= ASSIGNMENT =
For the data below, give again exactly the lines from the one containing "padding:12px 22px; border-radius:8px;" through the one containing "fill:none; stroke-linecap:round; stroke-linejoin:round", both ends included, and no others.

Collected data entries
===
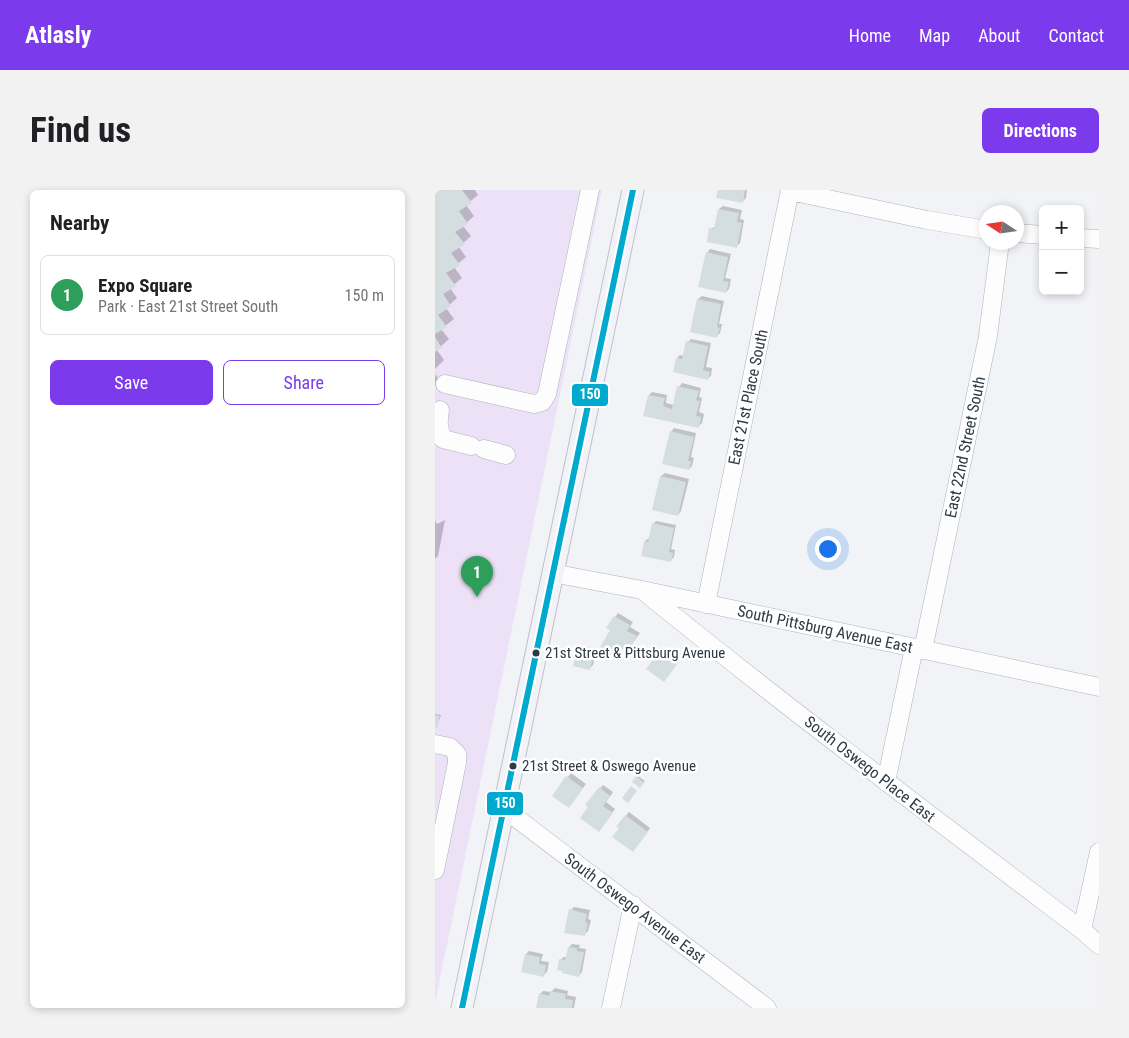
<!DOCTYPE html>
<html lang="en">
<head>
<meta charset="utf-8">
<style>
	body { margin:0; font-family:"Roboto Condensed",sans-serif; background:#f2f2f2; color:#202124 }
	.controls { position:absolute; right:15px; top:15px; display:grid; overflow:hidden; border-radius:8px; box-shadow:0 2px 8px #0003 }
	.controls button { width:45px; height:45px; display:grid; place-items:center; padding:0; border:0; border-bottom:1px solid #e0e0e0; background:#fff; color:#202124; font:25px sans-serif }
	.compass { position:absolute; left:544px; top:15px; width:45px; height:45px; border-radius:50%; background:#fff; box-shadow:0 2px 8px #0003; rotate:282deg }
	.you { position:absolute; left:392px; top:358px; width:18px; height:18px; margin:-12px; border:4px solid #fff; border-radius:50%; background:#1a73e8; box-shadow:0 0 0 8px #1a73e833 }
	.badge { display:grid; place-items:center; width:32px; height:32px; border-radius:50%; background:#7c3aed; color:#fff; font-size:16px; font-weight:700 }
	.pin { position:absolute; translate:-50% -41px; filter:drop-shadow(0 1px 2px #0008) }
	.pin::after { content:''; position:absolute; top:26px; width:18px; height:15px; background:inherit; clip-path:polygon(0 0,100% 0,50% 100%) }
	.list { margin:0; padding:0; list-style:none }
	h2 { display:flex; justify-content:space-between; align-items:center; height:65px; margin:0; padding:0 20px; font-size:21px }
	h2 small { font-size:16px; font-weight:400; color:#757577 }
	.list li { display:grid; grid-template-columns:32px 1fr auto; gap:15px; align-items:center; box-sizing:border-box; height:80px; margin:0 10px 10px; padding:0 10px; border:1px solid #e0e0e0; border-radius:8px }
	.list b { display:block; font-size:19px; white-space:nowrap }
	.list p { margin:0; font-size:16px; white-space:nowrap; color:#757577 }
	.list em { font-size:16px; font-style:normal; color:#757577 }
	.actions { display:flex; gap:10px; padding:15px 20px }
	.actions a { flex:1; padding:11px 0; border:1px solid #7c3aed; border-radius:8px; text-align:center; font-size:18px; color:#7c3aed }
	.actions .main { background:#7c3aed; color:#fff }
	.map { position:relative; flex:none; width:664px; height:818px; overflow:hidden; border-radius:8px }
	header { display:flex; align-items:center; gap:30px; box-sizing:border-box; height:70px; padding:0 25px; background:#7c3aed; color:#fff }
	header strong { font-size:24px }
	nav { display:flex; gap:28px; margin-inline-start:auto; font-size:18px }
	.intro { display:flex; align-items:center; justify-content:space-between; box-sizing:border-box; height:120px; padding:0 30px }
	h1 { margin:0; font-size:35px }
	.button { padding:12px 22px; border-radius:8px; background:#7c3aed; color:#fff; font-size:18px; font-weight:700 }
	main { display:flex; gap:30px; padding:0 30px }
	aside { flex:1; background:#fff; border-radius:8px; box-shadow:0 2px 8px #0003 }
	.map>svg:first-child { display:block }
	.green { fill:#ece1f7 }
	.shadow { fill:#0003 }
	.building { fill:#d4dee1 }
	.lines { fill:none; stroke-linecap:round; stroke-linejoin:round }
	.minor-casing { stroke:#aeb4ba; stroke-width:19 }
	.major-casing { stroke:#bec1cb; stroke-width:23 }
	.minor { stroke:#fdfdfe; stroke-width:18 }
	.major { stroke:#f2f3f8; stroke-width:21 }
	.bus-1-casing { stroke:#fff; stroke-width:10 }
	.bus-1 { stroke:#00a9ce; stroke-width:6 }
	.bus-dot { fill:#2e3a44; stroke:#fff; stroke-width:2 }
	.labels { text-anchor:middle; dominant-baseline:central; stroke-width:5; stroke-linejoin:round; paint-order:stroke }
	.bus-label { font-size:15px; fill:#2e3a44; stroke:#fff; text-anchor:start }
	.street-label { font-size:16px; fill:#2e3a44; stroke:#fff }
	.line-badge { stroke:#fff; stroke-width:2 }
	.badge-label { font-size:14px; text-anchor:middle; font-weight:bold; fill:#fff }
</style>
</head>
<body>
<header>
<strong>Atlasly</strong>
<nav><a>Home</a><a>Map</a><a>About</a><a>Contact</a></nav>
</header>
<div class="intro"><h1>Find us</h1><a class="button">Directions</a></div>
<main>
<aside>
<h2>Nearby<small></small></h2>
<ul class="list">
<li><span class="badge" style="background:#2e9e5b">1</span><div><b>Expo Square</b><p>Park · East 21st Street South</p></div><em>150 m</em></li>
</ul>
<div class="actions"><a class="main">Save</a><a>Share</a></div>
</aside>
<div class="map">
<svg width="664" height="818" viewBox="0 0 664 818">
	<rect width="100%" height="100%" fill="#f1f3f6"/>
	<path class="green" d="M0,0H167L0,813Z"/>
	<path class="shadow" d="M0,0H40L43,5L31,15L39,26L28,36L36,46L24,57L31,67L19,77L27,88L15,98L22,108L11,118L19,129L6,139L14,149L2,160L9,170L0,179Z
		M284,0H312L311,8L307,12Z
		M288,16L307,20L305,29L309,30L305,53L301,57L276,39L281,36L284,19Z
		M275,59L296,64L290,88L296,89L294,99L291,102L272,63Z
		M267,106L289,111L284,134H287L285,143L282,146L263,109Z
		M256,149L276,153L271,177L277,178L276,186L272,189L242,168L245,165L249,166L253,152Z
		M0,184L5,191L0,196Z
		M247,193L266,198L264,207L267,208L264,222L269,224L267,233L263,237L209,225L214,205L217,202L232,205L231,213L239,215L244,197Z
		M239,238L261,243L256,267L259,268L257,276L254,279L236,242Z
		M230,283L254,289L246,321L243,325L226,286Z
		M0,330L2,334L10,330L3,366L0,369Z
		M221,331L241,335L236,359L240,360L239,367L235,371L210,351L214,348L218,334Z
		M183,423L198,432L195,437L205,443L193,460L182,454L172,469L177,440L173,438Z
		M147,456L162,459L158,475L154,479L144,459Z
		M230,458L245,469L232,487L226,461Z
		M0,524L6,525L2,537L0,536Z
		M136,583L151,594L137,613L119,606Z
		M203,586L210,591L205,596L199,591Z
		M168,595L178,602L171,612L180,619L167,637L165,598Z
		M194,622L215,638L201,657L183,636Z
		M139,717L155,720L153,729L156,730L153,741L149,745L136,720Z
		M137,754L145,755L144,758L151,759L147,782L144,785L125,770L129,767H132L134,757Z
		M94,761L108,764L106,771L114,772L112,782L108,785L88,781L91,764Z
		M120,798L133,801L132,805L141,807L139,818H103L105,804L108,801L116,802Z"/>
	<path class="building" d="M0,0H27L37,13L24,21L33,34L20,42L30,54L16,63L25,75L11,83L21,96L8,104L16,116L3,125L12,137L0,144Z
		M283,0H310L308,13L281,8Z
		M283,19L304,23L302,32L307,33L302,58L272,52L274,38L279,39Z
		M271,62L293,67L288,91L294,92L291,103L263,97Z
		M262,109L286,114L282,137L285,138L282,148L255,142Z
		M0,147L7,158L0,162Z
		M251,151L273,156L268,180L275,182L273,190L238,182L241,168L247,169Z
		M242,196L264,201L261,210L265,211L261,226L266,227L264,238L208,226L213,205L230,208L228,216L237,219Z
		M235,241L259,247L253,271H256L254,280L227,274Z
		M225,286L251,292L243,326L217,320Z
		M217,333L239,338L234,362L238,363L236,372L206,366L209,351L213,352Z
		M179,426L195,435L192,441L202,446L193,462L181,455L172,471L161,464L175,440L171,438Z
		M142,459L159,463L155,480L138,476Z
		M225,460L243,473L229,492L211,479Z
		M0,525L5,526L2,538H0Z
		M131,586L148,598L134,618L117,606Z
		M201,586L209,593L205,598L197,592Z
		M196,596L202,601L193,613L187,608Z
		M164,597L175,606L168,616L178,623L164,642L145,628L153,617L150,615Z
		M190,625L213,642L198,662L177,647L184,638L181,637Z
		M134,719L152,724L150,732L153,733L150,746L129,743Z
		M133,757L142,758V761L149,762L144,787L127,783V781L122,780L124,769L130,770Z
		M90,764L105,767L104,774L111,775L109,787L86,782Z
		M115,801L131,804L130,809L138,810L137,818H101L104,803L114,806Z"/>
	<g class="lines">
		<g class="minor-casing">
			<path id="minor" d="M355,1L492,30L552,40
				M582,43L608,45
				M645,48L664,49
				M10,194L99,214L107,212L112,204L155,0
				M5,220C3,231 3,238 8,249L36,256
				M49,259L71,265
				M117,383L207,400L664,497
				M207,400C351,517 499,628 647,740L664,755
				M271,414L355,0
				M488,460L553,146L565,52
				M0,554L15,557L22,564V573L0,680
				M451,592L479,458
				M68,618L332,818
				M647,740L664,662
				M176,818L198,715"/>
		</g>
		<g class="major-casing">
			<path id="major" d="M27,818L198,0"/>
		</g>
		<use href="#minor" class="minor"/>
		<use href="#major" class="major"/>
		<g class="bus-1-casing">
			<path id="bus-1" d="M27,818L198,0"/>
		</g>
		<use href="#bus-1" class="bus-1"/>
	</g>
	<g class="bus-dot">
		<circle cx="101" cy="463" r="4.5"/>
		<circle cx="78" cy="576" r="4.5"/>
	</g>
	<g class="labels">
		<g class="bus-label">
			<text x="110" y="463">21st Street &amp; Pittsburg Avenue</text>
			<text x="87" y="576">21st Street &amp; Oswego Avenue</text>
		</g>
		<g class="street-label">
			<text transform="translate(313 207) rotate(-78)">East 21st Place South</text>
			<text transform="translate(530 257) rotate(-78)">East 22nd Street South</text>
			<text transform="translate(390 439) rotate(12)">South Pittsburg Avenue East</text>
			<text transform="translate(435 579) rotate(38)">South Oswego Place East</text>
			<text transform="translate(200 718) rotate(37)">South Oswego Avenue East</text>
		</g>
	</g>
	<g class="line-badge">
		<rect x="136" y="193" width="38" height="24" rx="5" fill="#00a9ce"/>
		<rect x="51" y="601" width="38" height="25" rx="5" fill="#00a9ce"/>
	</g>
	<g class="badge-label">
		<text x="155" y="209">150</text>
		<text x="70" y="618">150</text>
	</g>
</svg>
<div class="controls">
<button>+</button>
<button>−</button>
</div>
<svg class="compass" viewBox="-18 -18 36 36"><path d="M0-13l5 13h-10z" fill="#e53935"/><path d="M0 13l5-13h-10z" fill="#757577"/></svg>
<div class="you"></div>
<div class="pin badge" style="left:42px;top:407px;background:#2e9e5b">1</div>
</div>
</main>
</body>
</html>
===
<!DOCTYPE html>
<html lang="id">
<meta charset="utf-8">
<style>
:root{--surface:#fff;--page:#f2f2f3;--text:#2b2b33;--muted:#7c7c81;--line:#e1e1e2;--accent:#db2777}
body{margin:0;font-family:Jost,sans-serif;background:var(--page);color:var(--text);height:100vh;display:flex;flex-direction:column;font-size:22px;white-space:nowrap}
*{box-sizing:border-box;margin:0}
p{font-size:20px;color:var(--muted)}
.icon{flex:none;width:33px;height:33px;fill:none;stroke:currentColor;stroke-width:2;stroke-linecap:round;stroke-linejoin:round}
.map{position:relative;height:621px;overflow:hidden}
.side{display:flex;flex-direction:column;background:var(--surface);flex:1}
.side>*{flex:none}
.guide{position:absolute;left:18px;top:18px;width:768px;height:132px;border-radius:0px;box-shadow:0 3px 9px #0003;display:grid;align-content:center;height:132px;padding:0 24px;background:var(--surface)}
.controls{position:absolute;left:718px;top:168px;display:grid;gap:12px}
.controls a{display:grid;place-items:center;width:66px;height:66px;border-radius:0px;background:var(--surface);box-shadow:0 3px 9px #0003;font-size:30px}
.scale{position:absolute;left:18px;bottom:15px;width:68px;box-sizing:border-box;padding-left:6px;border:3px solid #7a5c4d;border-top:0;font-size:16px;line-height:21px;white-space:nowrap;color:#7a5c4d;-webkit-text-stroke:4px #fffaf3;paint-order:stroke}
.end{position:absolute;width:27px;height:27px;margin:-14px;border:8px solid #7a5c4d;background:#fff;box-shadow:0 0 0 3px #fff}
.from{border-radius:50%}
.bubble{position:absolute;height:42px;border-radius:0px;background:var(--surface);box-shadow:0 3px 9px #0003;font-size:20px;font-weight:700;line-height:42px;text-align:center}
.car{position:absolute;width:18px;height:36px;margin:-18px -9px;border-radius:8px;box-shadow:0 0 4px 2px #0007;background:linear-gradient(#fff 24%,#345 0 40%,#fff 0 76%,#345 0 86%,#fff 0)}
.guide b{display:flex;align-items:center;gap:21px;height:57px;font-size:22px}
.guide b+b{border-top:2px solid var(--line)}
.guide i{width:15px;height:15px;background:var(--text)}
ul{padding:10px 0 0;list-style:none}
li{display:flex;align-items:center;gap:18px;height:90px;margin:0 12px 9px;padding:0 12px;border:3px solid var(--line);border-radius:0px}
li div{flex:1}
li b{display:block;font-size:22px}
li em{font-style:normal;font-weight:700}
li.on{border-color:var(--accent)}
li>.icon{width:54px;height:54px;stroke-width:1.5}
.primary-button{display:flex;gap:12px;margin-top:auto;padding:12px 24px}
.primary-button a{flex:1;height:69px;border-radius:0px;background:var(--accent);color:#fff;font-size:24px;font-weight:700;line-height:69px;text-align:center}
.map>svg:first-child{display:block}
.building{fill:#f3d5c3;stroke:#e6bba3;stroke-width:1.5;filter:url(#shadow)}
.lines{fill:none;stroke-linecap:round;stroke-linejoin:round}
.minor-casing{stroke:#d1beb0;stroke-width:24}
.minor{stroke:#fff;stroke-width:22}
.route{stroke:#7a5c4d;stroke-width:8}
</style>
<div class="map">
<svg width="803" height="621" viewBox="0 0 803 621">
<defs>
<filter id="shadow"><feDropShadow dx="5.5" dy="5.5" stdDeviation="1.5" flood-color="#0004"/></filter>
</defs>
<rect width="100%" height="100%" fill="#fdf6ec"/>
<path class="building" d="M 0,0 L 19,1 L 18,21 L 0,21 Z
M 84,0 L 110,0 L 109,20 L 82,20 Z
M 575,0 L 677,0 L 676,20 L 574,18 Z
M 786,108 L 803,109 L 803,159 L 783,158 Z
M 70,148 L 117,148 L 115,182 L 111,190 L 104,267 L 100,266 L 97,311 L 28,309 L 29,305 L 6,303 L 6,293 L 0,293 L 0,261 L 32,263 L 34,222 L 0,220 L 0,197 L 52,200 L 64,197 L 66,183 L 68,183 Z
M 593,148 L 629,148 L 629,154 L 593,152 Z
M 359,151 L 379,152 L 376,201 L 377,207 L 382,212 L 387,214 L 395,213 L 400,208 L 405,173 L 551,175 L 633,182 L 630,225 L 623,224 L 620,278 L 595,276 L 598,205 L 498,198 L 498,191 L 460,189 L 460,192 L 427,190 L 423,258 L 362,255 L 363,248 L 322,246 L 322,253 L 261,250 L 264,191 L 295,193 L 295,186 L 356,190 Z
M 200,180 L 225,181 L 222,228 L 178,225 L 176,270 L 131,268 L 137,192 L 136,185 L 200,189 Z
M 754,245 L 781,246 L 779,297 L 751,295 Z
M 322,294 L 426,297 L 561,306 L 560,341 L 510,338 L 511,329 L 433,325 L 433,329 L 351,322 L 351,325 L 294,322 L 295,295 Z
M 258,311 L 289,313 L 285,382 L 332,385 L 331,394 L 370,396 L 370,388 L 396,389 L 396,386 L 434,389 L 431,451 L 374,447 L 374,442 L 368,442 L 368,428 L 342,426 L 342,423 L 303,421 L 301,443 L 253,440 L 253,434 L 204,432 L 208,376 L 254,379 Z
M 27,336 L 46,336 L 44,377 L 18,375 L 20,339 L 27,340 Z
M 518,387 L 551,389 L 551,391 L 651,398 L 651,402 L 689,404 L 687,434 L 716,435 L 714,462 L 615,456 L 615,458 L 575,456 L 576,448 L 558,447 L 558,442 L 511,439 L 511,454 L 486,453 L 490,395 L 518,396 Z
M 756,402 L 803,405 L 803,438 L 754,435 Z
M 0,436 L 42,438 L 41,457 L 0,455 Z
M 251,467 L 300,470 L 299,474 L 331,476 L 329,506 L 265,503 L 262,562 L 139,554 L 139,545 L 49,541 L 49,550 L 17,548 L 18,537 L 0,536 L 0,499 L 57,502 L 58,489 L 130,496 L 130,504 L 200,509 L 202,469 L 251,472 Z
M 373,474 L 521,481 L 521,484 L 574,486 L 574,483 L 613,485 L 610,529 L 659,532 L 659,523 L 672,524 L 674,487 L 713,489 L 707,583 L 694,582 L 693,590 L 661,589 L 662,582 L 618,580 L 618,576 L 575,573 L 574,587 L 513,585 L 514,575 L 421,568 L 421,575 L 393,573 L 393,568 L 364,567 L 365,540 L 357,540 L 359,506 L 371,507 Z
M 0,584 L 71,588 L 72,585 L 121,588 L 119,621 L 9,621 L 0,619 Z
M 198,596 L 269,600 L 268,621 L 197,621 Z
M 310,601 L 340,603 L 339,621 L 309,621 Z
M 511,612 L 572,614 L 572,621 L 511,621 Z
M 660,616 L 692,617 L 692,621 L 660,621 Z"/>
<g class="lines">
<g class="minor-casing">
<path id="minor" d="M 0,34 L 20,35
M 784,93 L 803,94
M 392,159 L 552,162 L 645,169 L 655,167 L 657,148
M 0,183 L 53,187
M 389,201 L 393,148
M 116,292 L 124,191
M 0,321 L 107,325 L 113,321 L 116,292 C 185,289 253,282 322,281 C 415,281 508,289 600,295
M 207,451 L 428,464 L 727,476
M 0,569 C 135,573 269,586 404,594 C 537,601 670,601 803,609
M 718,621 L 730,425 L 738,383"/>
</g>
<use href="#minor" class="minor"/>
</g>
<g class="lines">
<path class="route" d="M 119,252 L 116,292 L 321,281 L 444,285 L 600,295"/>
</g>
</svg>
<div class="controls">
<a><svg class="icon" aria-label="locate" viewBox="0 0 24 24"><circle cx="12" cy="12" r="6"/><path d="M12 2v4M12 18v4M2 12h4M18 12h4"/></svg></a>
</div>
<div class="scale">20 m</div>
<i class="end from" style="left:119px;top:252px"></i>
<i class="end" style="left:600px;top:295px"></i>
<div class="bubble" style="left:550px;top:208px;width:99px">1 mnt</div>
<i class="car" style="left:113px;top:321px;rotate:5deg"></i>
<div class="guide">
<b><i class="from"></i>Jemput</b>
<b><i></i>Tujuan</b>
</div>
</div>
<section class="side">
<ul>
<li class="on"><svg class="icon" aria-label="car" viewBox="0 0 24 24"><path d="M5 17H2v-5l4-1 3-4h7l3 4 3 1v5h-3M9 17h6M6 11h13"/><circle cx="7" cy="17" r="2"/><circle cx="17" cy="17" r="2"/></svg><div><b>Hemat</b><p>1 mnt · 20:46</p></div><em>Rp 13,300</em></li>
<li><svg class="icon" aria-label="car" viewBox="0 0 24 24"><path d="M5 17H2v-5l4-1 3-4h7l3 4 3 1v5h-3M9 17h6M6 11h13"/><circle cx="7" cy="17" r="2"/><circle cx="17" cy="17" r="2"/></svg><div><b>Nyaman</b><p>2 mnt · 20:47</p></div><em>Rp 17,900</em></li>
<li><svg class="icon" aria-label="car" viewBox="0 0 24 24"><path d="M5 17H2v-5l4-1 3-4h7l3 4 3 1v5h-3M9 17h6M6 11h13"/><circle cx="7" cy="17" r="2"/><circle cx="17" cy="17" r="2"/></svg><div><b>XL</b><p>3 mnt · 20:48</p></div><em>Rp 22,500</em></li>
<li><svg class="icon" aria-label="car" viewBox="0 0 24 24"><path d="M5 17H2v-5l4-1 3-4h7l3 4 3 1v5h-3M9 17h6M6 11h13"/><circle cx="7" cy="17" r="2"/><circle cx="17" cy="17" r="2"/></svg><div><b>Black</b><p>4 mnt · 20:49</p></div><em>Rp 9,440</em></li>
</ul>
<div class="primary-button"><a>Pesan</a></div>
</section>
===
= WRITTEN REPLY =
	.button { padding:12px 22px; border-radius:8px; background:#7c3aed; color:#fff; font-size:18px; font-weight:700 }
	main { display:flex; gap:30px; padding:0 30px }
	aside { flex:1; background:#fff; border-radius:8px; box-shadow:0 2px 8px #0003 }
	.map>svg:first-child { display:block }
	.green { fill:#ece1f7 }
	.shadow { fill:#0003 }
	.building { fill:#d4dee1 }
	.lines { fill:none; stroke-linecap:round; stroke-linejoin:round }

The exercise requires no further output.